If you want to do a road trip...head south to Kingsville. Naves Sawmill will have all of your mesquite needs. Give Cindy a call/email.

http://www.mesquitetree.org/










Wendy 361-522-5948
E-mail: [email protected]
or [email protected]

111 W. General Cavazos Blvd.
Kingsville, Texas 78363


----------



## fy0834 (Jan 18, 2011)

Craig's list as well.


----------



## Cody C (May 15, 2009)

How big? 


Sent from my iPhone using Tapatalk


----------



## SetDaHook (Oct 21, 2010)

Cody C said:


> How big?
> 
> Sent from my iPhone using Tapatalk


5' long, approx. 3" to 4" thick and 10" to 12" wide


----------



## padrefigure (Aug 22, 2006)

Where are you? There is a mill in Bee Caves that saws mesquite and also one in McQueeney, I think.

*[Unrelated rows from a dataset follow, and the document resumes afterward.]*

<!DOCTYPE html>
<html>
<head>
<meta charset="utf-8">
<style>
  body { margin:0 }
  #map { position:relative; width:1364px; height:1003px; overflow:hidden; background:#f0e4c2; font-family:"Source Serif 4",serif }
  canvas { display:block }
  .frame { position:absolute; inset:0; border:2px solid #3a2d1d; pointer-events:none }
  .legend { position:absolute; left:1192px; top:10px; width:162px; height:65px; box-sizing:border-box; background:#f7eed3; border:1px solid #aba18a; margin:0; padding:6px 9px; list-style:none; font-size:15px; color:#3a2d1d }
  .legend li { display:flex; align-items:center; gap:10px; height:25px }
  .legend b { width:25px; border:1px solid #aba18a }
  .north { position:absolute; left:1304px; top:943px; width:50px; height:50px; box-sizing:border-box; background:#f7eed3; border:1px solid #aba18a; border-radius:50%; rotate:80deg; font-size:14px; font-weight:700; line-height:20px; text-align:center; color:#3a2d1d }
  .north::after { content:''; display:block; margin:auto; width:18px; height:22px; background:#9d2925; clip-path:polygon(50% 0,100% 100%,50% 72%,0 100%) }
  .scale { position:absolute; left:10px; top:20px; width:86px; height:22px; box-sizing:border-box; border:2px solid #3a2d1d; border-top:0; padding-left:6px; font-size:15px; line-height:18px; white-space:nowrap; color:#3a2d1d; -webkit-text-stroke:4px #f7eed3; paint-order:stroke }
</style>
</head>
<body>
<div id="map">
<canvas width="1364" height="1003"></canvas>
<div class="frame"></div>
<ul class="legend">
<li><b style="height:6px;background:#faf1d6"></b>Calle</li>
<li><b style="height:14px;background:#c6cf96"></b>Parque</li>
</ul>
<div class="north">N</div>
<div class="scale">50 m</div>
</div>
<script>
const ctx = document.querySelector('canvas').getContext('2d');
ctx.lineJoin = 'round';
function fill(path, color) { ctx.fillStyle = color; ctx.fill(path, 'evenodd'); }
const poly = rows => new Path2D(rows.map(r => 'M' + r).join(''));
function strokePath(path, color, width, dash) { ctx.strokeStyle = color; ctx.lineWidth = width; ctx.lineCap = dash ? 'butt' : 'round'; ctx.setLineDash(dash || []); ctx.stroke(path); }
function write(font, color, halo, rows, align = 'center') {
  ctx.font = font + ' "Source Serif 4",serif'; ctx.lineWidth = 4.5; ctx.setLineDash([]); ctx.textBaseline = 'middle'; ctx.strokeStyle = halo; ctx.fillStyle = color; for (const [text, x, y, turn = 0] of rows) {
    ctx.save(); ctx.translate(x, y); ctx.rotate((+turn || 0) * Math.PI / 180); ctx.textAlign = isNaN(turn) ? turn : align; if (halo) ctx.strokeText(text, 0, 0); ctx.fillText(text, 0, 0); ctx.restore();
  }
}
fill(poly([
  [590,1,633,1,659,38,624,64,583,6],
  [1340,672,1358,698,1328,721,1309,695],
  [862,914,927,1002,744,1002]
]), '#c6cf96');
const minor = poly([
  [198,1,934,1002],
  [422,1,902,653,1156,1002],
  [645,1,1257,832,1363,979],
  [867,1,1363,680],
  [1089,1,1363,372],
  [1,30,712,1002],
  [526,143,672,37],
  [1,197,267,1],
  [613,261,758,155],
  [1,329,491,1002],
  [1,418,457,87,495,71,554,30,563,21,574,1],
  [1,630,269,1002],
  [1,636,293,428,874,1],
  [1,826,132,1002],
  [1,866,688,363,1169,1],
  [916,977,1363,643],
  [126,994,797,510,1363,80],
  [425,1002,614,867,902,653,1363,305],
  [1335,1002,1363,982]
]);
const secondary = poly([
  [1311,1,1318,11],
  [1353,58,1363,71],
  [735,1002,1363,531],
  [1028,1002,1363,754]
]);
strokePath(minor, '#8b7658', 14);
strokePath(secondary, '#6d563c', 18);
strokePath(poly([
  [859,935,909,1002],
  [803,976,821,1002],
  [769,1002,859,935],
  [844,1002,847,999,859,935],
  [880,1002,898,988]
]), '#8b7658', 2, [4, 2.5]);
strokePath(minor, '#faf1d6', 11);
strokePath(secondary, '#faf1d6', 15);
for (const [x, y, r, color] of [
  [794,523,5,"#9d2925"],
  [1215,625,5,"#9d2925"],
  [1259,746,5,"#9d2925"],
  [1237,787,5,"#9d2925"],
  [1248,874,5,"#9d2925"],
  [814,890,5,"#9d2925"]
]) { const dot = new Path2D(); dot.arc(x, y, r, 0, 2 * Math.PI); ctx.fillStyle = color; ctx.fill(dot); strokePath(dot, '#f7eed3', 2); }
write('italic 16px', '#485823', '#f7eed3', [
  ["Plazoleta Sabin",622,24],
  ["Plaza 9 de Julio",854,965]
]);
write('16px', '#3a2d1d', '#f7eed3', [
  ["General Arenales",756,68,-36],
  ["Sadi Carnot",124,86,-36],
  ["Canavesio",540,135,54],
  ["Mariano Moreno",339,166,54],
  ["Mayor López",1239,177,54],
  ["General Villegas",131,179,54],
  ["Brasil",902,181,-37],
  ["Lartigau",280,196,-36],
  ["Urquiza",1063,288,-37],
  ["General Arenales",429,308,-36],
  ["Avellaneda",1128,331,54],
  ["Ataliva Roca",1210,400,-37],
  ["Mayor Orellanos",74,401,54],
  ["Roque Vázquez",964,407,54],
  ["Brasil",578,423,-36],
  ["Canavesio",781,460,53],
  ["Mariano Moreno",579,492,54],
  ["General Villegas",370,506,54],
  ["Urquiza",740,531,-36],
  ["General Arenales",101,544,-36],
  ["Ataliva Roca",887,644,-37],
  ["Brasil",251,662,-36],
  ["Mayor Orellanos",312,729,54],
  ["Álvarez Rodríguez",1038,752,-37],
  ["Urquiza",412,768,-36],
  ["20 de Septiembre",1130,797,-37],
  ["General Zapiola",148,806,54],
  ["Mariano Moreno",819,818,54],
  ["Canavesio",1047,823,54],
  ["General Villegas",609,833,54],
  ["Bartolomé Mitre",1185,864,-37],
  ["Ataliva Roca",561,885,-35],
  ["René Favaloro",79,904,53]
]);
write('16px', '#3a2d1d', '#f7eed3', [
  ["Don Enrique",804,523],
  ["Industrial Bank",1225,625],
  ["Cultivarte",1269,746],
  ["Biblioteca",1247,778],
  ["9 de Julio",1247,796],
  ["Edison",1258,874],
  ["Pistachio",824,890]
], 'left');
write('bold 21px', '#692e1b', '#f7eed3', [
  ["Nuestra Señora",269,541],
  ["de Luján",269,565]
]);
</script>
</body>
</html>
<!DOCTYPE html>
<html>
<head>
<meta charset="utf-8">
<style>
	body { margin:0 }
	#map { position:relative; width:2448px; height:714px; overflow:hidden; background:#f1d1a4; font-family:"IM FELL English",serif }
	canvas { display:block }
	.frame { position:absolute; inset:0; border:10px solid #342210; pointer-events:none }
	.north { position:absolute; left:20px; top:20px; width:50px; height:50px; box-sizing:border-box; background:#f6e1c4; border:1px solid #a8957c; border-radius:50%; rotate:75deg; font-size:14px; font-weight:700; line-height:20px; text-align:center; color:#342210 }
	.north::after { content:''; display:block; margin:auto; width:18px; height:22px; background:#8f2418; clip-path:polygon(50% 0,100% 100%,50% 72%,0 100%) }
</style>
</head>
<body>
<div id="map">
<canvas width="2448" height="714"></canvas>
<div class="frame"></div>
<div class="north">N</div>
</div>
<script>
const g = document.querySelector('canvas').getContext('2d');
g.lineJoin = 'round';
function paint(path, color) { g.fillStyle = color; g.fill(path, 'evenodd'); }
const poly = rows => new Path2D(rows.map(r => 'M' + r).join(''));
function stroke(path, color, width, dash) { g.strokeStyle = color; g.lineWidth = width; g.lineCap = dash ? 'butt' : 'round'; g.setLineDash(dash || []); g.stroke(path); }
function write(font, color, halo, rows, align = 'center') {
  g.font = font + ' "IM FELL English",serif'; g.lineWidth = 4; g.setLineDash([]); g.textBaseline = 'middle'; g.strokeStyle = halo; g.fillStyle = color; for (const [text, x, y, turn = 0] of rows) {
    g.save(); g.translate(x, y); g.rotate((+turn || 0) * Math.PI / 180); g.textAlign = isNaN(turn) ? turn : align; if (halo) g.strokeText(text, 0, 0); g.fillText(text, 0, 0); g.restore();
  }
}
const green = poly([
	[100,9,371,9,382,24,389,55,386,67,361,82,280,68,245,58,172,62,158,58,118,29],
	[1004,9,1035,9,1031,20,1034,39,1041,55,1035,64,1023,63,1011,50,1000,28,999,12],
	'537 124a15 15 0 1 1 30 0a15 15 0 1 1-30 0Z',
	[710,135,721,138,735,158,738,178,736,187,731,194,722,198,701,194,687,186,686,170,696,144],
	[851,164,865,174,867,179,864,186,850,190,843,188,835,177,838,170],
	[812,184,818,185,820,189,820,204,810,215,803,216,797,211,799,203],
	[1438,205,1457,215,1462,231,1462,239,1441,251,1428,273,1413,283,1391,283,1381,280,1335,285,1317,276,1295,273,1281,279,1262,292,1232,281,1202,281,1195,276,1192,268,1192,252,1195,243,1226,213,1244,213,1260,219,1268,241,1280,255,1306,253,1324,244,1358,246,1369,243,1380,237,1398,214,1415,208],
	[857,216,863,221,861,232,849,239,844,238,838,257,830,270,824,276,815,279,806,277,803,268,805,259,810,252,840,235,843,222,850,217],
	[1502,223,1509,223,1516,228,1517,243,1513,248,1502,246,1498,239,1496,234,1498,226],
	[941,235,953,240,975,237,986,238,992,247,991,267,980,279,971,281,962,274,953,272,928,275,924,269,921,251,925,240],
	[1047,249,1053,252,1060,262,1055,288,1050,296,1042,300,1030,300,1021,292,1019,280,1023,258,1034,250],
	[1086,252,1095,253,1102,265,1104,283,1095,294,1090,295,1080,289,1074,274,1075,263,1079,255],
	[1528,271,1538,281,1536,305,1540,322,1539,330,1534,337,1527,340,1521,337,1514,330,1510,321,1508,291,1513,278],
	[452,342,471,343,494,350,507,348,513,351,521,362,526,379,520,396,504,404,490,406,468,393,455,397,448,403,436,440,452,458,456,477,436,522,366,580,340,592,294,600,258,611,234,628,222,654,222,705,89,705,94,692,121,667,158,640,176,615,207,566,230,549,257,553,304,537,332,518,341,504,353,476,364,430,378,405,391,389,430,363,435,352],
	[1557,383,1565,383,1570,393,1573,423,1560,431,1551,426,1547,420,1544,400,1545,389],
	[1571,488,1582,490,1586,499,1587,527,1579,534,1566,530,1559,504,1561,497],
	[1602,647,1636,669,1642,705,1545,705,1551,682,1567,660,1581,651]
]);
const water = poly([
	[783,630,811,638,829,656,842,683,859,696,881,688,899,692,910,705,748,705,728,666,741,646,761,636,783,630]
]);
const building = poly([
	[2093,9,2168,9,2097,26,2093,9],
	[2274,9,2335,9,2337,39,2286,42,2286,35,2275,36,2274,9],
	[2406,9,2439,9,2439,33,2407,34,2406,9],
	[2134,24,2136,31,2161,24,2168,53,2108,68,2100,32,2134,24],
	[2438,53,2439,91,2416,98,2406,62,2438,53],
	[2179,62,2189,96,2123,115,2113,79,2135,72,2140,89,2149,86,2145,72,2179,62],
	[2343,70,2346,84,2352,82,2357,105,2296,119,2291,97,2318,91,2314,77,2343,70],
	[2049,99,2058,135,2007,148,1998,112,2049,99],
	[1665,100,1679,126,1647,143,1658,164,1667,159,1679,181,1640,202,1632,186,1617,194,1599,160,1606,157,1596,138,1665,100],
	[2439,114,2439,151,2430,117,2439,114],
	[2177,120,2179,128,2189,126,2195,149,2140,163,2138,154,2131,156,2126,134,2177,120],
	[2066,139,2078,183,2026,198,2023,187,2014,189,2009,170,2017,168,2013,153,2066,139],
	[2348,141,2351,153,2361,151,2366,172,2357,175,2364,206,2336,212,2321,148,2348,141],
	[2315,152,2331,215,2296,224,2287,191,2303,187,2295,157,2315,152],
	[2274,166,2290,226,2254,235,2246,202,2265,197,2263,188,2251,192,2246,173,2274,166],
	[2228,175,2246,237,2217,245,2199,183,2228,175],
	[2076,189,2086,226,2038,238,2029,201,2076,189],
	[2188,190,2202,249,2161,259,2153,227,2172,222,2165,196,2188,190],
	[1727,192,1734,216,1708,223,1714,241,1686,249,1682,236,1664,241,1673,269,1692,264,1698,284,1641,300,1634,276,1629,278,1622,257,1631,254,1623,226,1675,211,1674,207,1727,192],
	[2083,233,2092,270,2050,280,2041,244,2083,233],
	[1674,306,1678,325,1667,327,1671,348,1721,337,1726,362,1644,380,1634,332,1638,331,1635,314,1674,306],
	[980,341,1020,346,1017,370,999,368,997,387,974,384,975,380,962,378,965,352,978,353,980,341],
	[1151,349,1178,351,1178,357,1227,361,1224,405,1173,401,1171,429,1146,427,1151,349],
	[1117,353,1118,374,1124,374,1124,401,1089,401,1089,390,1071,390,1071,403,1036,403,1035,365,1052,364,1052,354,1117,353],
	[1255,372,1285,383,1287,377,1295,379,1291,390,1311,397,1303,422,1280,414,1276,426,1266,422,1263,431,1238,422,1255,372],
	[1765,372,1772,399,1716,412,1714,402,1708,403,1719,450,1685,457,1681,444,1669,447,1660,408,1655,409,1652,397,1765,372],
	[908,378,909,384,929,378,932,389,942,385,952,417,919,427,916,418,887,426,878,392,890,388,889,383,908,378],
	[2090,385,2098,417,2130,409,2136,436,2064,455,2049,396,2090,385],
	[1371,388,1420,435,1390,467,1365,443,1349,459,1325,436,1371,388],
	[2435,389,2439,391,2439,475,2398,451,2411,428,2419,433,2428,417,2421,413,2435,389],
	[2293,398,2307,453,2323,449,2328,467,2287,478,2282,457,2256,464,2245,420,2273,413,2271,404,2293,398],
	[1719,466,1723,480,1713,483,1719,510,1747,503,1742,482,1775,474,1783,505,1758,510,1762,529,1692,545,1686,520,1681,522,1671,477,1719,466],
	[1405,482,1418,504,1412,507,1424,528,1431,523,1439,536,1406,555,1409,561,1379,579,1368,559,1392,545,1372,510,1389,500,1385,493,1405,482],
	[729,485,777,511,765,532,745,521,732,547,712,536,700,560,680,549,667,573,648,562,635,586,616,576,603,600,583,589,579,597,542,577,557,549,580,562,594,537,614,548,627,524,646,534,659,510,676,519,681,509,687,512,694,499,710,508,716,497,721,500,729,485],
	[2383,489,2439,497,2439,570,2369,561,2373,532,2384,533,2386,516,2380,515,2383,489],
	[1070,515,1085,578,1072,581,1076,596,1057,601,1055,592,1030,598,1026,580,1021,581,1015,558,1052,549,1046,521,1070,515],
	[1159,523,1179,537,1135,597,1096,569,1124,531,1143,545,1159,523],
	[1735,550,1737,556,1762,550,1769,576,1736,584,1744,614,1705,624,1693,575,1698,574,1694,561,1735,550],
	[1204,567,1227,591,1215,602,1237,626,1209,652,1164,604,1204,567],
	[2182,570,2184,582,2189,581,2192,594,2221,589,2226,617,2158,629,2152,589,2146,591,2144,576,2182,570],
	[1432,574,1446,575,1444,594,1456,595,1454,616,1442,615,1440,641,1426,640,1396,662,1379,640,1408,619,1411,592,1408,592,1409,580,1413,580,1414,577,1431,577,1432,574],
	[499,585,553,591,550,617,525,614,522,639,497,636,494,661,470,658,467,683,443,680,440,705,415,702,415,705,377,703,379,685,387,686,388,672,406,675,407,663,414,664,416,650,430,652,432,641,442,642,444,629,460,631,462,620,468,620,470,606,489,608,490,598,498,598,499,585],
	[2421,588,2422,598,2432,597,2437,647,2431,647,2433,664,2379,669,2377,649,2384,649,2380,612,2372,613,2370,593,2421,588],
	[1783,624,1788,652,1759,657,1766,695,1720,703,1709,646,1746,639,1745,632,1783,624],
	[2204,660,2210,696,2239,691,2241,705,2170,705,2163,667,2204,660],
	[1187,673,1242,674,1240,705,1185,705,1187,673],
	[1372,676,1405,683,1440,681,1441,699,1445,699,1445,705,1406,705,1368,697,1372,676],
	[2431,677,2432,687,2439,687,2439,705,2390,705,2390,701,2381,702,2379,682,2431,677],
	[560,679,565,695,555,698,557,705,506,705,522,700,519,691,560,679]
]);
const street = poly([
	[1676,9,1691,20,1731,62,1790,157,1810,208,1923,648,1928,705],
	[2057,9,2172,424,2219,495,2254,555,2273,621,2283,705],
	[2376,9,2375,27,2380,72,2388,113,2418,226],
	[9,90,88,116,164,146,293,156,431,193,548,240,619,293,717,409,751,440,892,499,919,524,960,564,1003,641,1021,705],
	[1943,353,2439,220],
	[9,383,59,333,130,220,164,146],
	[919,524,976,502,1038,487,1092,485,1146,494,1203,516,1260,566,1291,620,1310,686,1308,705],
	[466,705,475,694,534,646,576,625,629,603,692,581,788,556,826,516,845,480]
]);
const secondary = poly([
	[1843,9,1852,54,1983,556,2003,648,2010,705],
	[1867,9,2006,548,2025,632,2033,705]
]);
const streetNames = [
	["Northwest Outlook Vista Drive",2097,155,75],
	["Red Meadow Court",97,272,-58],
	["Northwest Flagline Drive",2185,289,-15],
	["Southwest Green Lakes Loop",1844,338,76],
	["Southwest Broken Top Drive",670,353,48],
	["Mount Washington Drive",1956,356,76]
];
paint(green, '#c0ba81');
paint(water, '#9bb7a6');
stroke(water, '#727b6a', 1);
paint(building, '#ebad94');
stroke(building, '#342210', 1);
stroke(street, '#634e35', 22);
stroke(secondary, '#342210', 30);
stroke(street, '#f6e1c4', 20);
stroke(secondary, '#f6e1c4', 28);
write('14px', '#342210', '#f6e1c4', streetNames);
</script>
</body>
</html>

Its expensive, how much are you willing to pay?


----------



## speckle-catcher (May 20, 2004)

the guy in McQueeny is pretty reasonable - especially compared to others.


----------



## Wordsaw (Apr 17, 2013)

Check M&G Sawmill near Huntsville.

www.mgsawmill.com


----------



## chumy (Jul 13, 2012)

SetDaHook said:


> 5' long, approx. 3" to 4" thick and 10" to 12" wide


I've got my own sawmill but nothing that thick in mesquite. I could make one, any dimension out of cedar however, I have plenty of that. Also live oak.
Chumy


----------